The lifestyle of leaders

A student’s abrupt transition into the chaos of residence has the ability to shock, frustrate and upset even the most adaptable individual.

But one upper-year Laurier student is supposed to have the comprehensive skill set to help all first-years adapt to new homes in residence – their don.

Dons work around the clock in an attempt to ease first-year concerns, provide guidance, act as a resource and patrol the hallways of Laurier residences.

Of course, there are always those students who will feel that their don left them in search of more guidance.

Although some, like fourth-year Laurier student Victoria Lane, may describe their dons as being “unapproachable and self-involved,” experienced dons Jenn Greene and Zach
Hogan work hard to be the opposite.

Dons have the benefit of free housing in their residences in return for the services they provide to the students on their floor.

But Little House don Hogan and Bricker Residence don Greene believe the benefits they receive do not outweigh the work they put into their jobs and that the rewards they reap tend to be intangible.

“There’s definitely some things that people could portray as the rewards, but the rewards beyond that are the character development that you get out of it for yourself and [for the] people on your floor,” explained Hogan.

“[Others] don’t see the hours and hours that we put in, in terms of programming, bulletin boards, student relationships,” Greene continued.

It is true that many students’ first year experience does not necessarily lead them to explore the depths of their don’s duties.
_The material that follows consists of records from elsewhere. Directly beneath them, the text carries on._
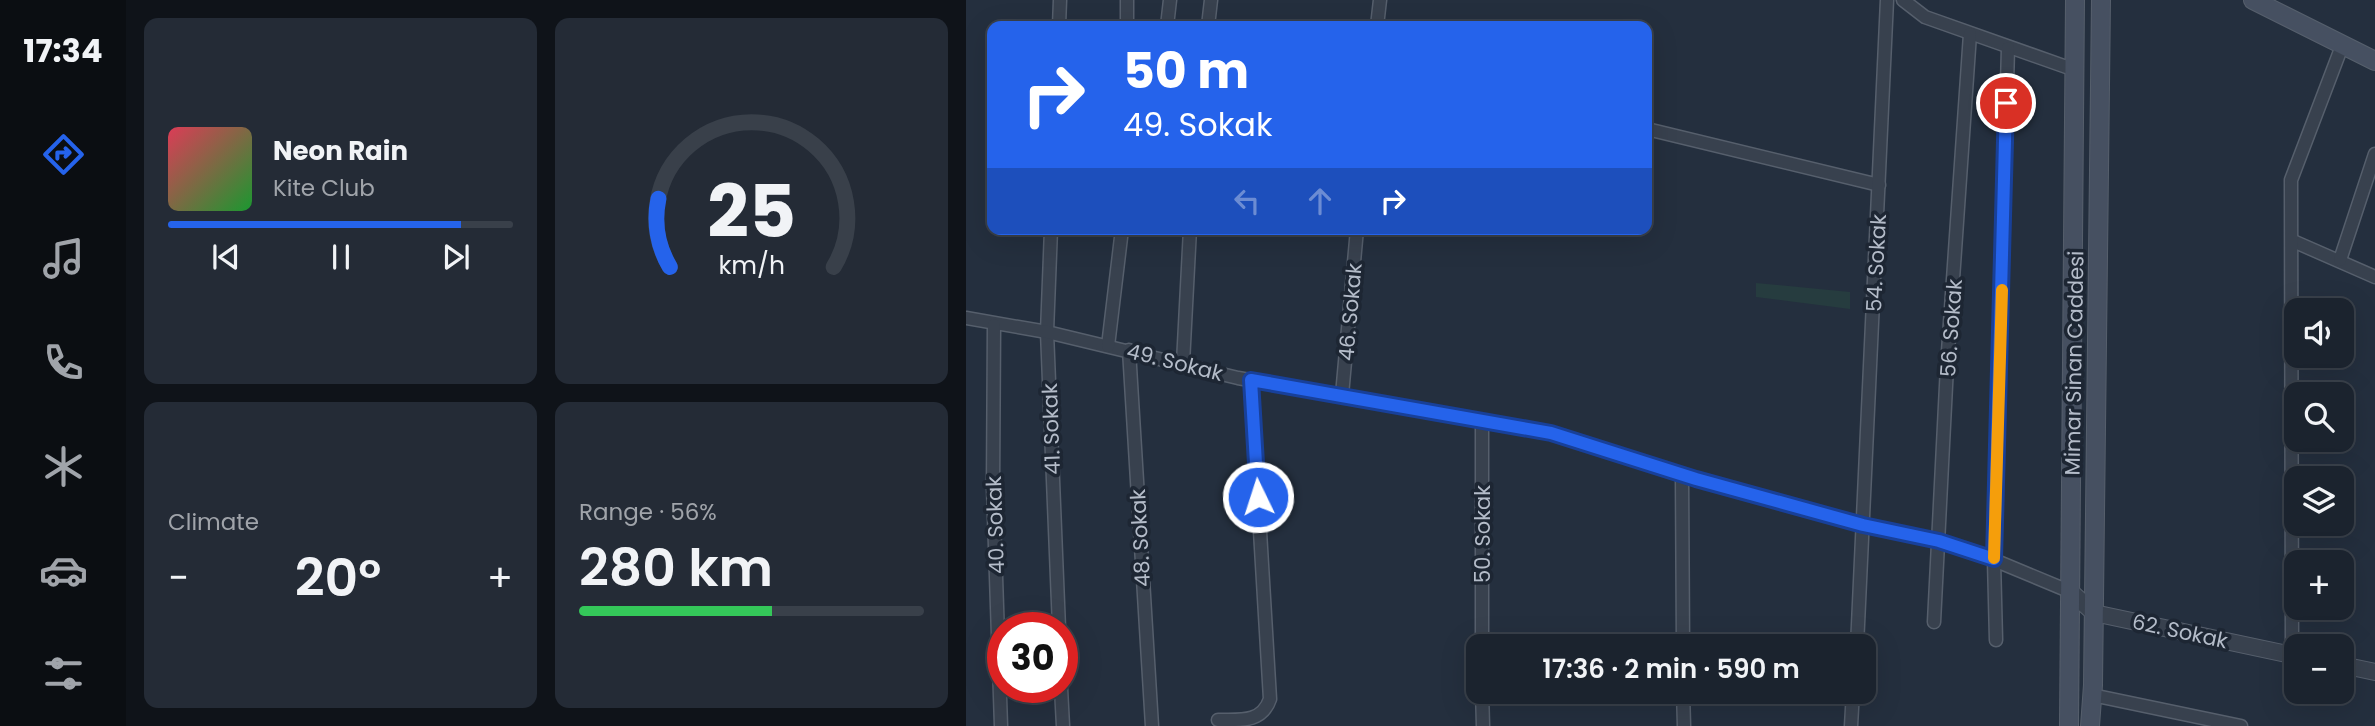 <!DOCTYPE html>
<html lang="en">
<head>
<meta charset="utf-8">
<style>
	body { margin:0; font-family:Poppins,sans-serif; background:#242b36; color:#f1f3f6; height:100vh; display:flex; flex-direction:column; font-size:26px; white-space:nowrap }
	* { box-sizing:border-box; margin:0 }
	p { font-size:23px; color:#a0a4aa }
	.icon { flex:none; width:38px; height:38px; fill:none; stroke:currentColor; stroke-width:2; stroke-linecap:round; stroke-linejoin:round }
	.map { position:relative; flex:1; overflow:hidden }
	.side { display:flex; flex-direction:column; gap:18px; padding:18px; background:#0f1319; width:840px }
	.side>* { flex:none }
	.banner { position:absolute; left:21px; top:21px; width:665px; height:214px; border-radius:14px; box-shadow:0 7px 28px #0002,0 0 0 2px #39404a; background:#2563eb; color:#fff; overflow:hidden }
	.fabs { position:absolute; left:1318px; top:298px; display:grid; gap:14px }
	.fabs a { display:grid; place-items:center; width:70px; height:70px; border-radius:14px; background:#1b232e; box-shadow:0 7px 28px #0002,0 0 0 2px #39404a; font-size:35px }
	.speed { position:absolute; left:21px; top:612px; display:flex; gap:14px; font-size:35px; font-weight:700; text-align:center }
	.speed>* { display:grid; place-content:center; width:91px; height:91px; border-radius:50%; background:#1b232e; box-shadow:0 7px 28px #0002,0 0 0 2px #39404a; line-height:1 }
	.speed .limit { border:10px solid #d22; background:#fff; color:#111 }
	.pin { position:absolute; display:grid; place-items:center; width:60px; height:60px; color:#fff; margin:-30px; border:4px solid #fff; border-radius:50%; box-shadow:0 2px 7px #0007 }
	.me { position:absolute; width:77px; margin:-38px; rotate:356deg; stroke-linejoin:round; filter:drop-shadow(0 0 5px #0008) }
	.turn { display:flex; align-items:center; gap:24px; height:147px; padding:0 21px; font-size:32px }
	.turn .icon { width:91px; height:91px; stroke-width:2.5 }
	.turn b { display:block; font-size:49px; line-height:60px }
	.lanes { display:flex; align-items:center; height:66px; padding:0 21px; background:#0003; justify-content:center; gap:35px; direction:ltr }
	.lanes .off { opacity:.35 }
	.big { font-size:52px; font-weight:600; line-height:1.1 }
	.side .card { flex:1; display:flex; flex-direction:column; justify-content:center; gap:10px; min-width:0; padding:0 24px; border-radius:14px; background:#242b36 }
	.side .dial { align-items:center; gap:0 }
	.dial svg { height:182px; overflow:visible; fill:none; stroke:#39404a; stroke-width:7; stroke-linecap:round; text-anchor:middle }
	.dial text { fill:#f1f3f6; stroke:none }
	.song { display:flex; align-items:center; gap:21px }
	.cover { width:84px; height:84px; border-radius:10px; background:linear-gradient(135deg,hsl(350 70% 55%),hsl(130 70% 35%)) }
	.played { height:7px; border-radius:4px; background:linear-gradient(90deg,#2563eb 85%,#39404a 85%) }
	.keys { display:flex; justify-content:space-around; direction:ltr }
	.heat { display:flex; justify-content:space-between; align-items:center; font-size:38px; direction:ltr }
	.charge { height:10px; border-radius:5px; background:linear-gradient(90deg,#34c759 56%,#39404a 0) }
	.side .tiles { flex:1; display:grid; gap:18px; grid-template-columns:repeat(2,1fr) }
	.trip { position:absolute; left:500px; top:634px; width:410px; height:70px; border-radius:14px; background:#1b232e; box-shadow:0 7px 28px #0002,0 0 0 2px #39404a; font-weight:600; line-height:70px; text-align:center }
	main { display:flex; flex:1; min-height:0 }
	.dock { display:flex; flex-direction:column; width:126px; justify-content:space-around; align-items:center; background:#0b0e12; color:#a0a4aa }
	.dock .icon { width:49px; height:49px }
	.dock .current { color:#2563eb }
	.dock b { font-size:32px; color:#f1f3f6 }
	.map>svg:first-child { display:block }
</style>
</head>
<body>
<main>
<nav class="dock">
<b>17:34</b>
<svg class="icon current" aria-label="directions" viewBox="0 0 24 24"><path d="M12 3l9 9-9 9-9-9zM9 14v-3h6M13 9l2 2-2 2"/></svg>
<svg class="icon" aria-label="music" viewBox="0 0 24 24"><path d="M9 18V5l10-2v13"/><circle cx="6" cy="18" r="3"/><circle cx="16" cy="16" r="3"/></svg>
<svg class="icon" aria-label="phone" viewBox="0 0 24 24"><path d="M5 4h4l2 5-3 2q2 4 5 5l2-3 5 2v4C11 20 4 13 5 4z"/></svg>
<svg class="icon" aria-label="climate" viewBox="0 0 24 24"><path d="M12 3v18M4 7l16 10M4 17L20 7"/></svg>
<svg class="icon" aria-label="car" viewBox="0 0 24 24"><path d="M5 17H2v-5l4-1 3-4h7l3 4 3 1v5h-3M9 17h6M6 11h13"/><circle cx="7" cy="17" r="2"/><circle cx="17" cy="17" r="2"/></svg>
<svg class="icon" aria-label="filters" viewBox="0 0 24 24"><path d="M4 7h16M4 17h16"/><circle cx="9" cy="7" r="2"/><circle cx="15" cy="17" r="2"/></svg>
</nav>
<section class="side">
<div class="tiles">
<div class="card">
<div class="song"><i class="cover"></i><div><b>Neon Rain</b><p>Kite Club</p></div></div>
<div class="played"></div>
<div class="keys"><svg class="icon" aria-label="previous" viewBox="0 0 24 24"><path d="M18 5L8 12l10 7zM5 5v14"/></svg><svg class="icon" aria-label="pause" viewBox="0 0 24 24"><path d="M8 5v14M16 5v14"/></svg><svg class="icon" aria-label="next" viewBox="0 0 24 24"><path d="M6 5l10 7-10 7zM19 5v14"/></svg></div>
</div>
<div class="card dial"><svg viewBox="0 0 100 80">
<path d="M14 69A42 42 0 1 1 86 69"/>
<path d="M14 69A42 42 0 0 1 9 39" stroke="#2563eb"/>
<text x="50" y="56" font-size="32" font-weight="700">25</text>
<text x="50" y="72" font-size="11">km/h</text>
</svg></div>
<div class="card"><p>Climate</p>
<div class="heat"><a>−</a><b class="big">20°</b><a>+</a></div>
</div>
<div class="card"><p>Range · 56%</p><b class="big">280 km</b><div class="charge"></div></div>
</div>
</section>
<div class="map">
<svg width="1409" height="726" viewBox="0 0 1409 726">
	<rect width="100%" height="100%" fill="#242f3e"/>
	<path fill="#263c3f" d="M790 283 884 292V309L790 297Z"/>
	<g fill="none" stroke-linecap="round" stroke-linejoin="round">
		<g stroke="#565f6c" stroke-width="15">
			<g id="minor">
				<path d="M937 0 959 17 1109 70"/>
				<path d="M93 26 94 0"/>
				<path d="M161 26V0"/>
				<path d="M201 26 204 0"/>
				<path d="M242 26 245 0"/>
				<path d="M411 26 414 0"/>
				<path d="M681 129 913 185"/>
				<path d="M85 229 81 332 93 628"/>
				<path d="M1327 241 1409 277"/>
				<path d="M1374 260 1409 154"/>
				<path d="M0 318 81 332 272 378 585 433 730 479 897 525 973 541 1028 560 1105 592"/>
				<path d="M28 325 27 487 35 726"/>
				<path d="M142 346 156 229"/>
				<path d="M163 350 186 726"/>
				<path d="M217 363 224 229"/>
				<path d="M376 395 391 229"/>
				<path d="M516 423V646"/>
				<path d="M716 475 717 646"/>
				<path d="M968 622 981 366 1004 34"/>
				<path d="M1030 640 1028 560 1042 48"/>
				<path d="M891 646 921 0"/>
				<path d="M1326 655 1325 180 1376 46"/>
				<path d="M95 688 97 726"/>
				<path d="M516 691 517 726"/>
				<path d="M717 691 718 726"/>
				<path d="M1126 695 1275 726"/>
				<path d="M252 720C274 720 296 723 304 699L285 380"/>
				<path d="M885 726 887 691"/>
			</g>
		</g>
		<g stroke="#565f6c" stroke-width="18">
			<g id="tertiary">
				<path d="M1105 592 1128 613 1330 656"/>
				<path d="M1376 665 1409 672"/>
			</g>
		</g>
		<g stroke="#565f6c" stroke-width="20">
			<g id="secondary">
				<path d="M1287 0 1409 61"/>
				<path d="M1103 726 1109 0"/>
				<path d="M1124 726 1127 685 1135 0"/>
			</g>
		</g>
		<use href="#minor" stroke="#38414e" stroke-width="12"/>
		<use href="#tertiary" stroke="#38414e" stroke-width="16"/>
		<use href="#secondary" stroke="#465061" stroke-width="18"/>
	</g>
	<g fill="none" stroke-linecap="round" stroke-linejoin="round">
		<g stroke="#184099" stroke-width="18">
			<path id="route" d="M292 497 285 380 585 433 730 479 897 525 973 541 1028 559 1040 103"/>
		</g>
		<use href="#route" stroke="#2563eb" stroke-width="12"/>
		<path stroke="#f59e0b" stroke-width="12" d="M1028 558 1036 290"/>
	</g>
	<g text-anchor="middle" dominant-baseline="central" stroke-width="7" stroke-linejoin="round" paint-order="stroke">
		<g font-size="21" fill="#b4bcc9" stroke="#1d2633">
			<text transform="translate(910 263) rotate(-87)">54. Sokak</text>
			<text transform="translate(384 312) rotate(-85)">46. Sokak</text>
			<text transform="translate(985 328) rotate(-86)">56. Sokak</text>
			<text transform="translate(209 362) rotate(14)">49. Sokak</text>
			<text transform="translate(1108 363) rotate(-89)">Mimar Sinan Caddesi</text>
			<text transform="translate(85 429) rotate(-92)">41. Sokak</text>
			<text transform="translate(29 525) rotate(-92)">40. Sokak</text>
			<text transform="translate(516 534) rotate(-90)">50. Sokak</text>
			<text transform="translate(174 538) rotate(-93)">48. Sokak</text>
			<text transform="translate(1214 631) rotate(12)">62. Sokak</text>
		</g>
	</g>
</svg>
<div class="fabs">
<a><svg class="icon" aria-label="sound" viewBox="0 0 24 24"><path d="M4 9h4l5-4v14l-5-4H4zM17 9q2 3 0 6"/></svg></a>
<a><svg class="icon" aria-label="search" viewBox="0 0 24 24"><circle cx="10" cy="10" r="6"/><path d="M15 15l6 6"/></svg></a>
<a><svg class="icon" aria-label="layers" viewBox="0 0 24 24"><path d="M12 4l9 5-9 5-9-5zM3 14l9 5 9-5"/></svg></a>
<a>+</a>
<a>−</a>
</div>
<div class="speed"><div class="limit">30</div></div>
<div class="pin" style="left:1040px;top:103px;background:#d93025"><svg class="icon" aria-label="arrive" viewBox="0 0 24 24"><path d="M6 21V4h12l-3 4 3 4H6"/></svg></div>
<svg class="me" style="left:292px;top:497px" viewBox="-20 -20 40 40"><circle r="17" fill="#2563eb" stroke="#fff" stroke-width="3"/><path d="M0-11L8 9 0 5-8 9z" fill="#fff"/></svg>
<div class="trip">17:36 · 2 min · 590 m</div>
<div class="banner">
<div class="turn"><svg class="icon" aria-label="right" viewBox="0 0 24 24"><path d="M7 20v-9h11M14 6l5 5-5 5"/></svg><div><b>50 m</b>49. Sokak</div></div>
<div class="lanes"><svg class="icon off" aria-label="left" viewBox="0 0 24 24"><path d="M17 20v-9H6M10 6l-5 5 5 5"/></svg><svg class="icon off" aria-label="ahead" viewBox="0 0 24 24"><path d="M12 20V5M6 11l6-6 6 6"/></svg><svg class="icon" aria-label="right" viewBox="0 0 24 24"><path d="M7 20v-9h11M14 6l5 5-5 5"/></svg></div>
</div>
</div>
</main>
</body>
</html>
Many are not privy to what dons refer to as a lifestyle instead of a job.

“It is a lifestyle because you’re not just a don when you’re in your residence building, you’re a don when you’re in class, when you’re out on the town, all the time more or less,” said Hogan.

All that weight on a don’s shoulders to be a role model for their students must certainly make a don’s life stressful, and although some feel that their dons were far from perfect, Greene and Hogan maintain that the majority of dons are committed to doing their best for their students.

“The lifestyle demands of you that you are a role model,” insists Greene, who noted that she was interrupted three times in the last half hour by students asking questions.

Hogan agrees with Greene regarding his attempt to be a role model for his students. He says he does so by showing his students that “your number one priority is your academic work.” Hogan added that secondary to his academic work is being a resource to help guide his students to get involved in things that interest them.

Being a constant role model in a job referred to as a lifestyle can become a stressful environment for upper-year students juggling personal lives, academics and donning.

“It can sometimes weigh on you because you feel like you have to fix all the problems but you can’t realistically, that’s not part of your job [description],” said Greene. “Sometimes that can weigh down your emotions and you get that feeling like you have to do everything and fix everything and that can make it kind of emotional.

“Sometimes you change your priorities around and put your students before your sleeping schedule and that’s fine and that’s why we’re all here,” she added.

Hogan agrees that being a don is a tough role to play in the Laurier community, but both he and Greene say that the positive feelings they get from their involvement as dons outweigh any emotional and physical strain they endure.

“It’s such a rewarding experience that anything you put into it is exactly what you will receive out of it,” said Hogan, who has never lived outside of residence, as he has been donning since he was in his second year at Laurier.

Greene happily admits that the relationships she has built while being a don at Laurier “are the ones that are going to last.”

Nonetheless, both of these experienced dons agree that to apply to residence life as a don simply for the free accommodations would be a mistake and such individuals would probably never make it past the interview process.

Hogan said that those who apply usually want to be a don for two reasons.

“A lot of people do it because they either had a very good first year experience or a very bad one and they either want to fix it or continue and kind of give back in a way,” he explained, and perhaps this means that living in residence holds a far more optimistic future for students this year.

And although she admits to the pressures of a life as a role model, Greene stays optimistic, explaining, “Yes, there are some sad emotions and some stressful emotions but there are also really positive ones as well.”

Residence life general don duties

  1. Reside in assigned residence building to serve primarily as a resource to students in your individual community, and to the students in the entire building.

  2. Be registered as a full-time student (3 full courses per term) and maintain a minimum GPA of 5.00.

  3. Attend mandatory training sessions and meetings (including Discover Donning, Don’s Camp, Winter Revival Training, In-Service Training, all staff meetings, and other training
    sessions as determined by the Residence Life Office).

  4. Be committed to being a don as your principal out-of-class activity. Residence Life Area Co-ordinator must approve additional extra-curricular activities.

  5. Maintain position of Residence Life Staff beginning with Don’s Camp in August until conclusion of final exams in April. This includes residing in residence until completion of all final exams in December.

  6. Be on duty throughout the year according to Duty Don schedule, and/or other nights as assigned by the Residence Life Office.

Information taken from residence life don job description, 2009.

Don monetary compensation

Dons receive the following breakdown of funds to supplement their spending in certain areas.

$392.00 per semester, in addition to the cost associated with the value of a single room.

$320.00 for the academic school year to cover the cost of a phone for the school year.